EXERCISE -> Only lines with the word "none" are needed; collect each of them from the listing below.

MATERIAL TO PROCESS ->
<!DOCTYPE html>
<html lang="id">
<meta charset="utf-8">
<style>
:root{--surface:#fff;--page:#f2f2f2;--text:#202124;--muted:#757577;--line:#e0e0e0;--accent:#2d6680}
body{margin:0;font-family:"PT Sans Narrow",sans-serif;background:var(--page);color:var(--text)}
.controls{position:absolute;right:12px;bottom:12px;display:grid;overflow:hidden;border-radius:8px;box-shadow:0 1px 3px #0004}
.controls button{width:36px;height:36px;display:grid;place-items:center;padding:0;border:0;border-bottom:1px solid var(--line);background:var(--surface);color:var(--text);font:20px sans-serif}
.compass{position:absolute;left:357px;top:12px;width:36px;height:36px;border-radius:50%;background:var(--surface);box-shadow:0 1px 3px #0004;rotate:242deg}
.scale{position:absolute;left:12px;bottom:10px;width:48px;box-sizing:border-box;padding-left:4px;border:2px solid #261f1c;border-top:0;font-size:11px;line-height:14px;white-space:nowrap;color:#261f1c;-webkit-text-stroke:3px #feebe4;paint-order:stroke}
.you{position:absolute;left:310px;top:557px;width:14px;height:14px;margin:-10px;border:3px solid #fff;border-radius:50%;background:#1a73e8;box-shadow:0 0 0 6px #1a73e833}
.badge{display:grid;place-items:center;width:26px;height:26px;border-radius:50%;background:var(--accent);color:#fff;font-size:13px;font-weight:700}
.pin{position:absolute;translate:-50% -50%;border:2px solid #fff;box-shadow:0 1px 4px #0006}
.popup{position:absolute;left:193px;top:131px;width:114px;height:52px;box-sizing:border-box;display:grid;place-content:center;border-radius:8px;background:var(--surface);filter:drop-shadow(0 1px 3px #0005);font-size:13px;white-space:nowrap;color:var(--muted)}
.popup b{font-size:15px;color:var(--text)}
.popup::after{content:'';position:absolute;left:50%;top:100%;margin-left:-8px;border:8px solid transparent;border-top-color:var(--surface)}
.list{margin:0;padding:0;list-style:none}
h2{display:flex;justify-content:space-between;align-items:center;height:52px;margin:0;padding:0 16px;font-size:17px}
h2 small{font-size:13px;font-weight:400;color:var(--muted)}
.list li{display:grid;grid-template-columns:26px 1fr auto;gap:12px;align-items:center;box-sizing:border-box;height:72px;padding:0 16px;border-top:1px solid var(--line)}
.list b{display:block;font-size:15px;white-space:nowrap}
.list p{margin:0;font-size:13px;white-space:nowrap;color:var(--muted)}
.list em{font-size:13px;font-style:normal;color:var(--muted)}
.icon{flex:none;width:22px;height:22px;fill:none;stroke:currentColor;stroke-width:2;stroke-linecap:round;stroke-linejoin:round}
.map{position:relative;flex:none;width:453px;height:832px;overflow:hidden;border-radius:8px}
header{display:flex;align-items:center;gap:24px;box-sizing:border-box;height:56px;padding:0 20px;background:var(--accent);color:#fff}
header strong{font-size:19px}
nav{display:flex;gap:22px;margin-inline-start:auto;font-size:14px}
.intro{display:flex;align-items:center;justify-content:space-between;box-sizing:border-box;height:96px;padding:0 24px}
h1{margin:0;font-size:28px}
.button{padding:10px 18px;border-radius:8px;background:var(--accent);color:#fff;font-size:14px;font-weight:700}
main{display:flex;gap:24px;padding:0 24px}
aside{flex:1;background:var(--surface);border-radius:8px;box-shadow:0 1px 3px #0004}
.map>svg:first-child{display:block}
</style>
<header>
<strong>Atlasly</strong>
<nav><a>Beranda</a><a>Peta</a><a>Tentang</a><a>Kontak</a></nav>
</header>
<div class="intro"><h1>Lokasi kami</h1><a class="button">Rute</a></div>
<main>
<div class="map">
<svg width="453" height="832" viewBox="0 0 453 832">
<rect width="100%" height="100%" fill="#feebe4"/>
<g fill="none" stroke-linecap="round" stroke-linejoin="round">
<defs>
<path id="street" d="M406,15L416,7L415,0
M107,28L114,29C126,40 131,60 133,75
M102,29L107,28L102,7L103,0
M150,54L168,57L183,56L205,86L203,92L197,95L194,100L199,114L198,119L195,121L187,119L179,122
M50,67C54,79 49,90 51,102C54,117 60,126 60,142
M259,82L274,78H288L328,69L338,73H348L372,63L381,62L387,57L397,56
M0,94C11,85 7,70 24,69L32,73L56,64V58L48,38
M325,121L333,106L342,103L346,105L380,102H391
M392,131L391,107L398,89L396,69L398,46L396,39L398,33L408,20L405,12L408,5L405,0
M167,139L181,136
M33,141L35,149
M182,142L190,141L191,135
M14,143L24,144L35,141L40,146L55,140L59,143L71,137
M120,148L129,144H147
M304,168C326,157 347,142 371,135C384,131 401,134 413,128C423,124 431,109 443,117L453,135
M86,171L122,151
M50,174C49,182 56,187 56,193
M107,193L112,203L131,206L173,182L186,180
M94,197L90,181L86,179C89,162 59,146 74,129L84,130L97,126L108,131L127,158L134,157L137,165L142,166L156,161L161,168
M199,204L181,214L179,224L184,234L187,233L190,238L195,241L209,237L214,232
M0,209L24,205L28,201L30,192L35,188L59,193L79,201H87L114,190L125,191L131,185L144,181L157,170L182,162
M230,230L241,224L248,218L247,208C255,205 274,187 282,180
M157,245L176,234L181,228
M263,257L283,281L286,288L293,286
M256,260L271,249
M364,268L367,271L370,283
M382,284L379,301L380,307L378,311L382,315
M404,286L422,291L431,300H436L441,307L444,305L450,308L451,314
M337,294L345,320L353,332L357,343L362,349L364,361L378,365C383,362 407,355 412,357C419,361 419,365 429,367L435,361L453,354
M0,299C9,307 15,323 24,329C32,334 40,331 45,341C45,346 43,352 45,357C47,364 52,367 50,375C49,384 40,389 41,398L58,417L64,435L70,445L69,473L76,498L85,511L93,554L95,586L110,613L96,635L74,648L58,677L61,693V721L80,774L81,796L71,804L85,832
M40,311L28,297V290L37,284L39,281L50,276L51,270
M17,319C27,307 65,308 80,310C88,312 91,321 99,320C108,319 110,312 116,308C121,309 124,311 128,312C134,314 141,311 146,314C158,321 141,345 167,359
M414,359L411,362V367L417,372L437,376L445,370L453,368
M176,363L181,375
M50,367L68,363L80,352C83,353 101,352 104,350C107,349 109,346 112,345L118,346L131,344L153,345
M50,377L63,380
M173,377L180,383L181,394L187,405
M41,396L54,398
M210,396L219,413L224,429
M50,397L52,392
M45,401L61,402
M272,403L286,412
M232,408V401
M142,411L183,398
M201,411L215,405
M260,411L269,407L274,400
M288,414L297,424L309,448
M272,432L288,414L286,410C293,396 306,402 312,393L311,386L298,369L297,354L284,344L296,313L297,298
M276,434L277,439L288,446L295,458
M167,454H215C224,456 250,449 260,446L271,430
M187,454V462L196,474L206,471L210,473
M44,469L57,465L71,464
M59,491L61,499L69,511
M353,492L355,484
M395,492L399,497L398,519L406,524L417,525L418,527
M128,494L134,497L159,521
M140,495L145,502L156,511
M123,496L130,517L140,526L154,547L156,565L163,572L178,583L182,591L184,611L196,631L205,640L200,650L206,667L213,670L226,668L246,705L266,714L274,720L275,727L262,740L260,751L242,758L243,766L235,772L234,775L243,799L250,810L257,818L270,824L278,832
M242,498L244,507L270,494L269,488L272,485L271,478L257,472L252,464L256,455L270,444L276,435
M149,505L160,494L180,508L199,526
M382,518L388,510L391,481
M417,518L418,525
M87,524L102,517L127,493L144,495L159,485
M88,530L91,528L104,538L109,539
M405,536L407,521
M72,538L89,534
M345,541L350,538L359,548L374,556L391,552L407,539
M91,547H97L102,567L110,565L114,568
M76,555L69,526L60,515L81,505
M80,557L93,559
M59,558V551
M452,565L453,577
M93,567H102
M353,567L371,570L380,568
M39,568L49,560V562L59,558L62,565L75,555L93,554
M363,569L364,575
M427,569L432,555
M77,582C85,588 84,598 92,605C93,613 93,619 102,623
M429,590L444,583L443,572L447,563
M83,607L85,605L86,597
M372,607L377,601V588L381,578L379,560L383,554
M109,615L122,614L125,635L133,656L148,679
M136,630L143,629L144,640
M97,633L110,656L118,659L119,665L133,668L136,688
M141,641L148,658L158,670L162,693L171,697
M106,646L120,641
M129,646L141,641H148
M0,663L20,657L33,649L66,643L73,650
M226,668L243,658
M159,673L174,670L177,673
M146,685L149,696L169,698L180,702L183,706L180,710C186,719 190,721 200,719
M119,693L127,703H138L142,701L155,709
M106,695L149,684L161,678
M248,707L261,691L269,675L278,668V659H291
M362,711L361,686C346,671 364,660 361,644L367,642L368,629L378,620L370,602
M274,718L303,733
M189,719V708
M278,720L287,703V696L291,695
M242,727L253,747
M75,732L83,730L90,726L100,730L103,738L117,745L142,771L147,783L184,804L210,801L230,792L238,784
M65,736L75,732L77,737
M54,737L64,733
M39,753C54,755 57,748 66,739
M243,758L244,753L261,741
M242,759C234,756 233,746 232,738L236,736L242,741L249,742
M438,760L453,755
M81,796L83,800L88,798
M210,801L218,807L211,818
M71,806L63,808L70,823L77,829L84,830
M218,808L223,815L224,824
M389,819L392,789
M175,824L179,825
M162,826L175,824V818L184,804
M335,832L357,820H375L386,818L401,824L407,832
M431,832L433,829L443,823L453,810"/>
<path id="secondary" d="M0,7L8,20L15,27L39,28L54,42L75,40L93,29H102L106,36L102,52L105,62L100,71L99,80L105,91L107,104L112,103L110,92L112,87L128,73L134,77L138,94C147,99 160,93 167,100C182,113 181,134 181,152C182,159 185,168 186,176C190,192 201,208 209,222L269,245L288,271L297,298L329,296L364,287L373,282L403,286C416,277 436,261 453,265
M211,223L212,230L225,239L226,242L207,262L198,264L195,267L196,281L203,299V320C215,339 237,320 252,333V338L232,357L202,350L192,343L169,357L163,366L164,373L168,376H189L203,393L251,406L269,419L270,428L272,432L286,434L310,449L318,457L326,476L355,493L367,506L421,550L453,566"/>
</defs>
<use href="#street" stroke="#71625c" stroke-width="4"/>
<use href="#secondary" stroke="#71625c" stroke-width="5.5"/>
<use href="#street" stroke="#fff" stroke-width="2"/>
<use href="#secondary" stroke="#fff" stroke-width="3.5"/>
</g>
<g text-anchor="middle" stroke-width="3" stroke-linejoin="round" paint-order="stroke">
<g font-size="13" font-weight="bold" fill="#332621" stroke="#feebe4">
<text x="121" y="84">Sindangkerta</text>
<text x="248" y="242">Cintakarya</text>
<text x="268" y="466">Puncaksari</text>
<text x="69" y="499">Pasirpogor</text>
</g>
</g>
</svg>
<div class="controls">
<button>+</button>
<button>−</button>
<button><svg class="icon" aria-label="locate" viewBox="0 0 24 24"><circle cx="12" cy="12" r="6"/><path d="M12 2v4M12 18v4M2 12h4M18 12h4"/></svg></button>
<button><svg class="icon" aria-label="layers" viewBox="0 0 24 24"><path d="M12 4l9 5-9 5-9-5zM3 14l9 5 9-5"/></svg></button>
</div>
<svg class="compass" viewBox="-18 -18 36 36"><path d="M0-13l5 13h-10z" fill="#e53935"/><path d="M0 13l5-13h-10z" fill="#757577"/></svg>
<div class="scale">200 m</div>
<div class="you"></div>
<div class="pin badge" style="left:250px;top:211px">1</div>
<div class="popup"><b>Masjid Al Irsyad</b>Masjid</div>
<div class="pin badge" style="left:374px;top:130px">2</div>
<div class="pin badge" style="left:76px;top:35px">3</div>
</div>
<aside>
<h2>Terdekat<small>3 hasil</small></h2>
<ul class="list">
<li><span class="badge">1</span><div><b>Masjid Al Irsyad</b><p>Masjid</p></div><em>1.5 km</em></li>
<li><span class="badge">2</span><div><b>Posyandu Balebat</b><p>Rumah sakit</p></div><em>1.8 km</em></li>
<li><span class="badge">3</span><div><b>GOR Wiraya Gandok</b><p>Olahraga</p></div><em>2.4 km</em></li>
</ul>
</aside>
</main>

EXERCISE OUTPUT ->
.list{margin:0;padding:0;list-style:none}
.icon{flex:none;width:22px;height:22px;fill:none;stroke:currentColor;stroke-width:2;stroke-linecap:round;stroke-linejoin:round}
.map{position:relative;flex:none;width:453px;height:832px;overflow:hidden;border-radius:8px}
<g fill="none" stroke-linecap="round" stroke-linejoin="round">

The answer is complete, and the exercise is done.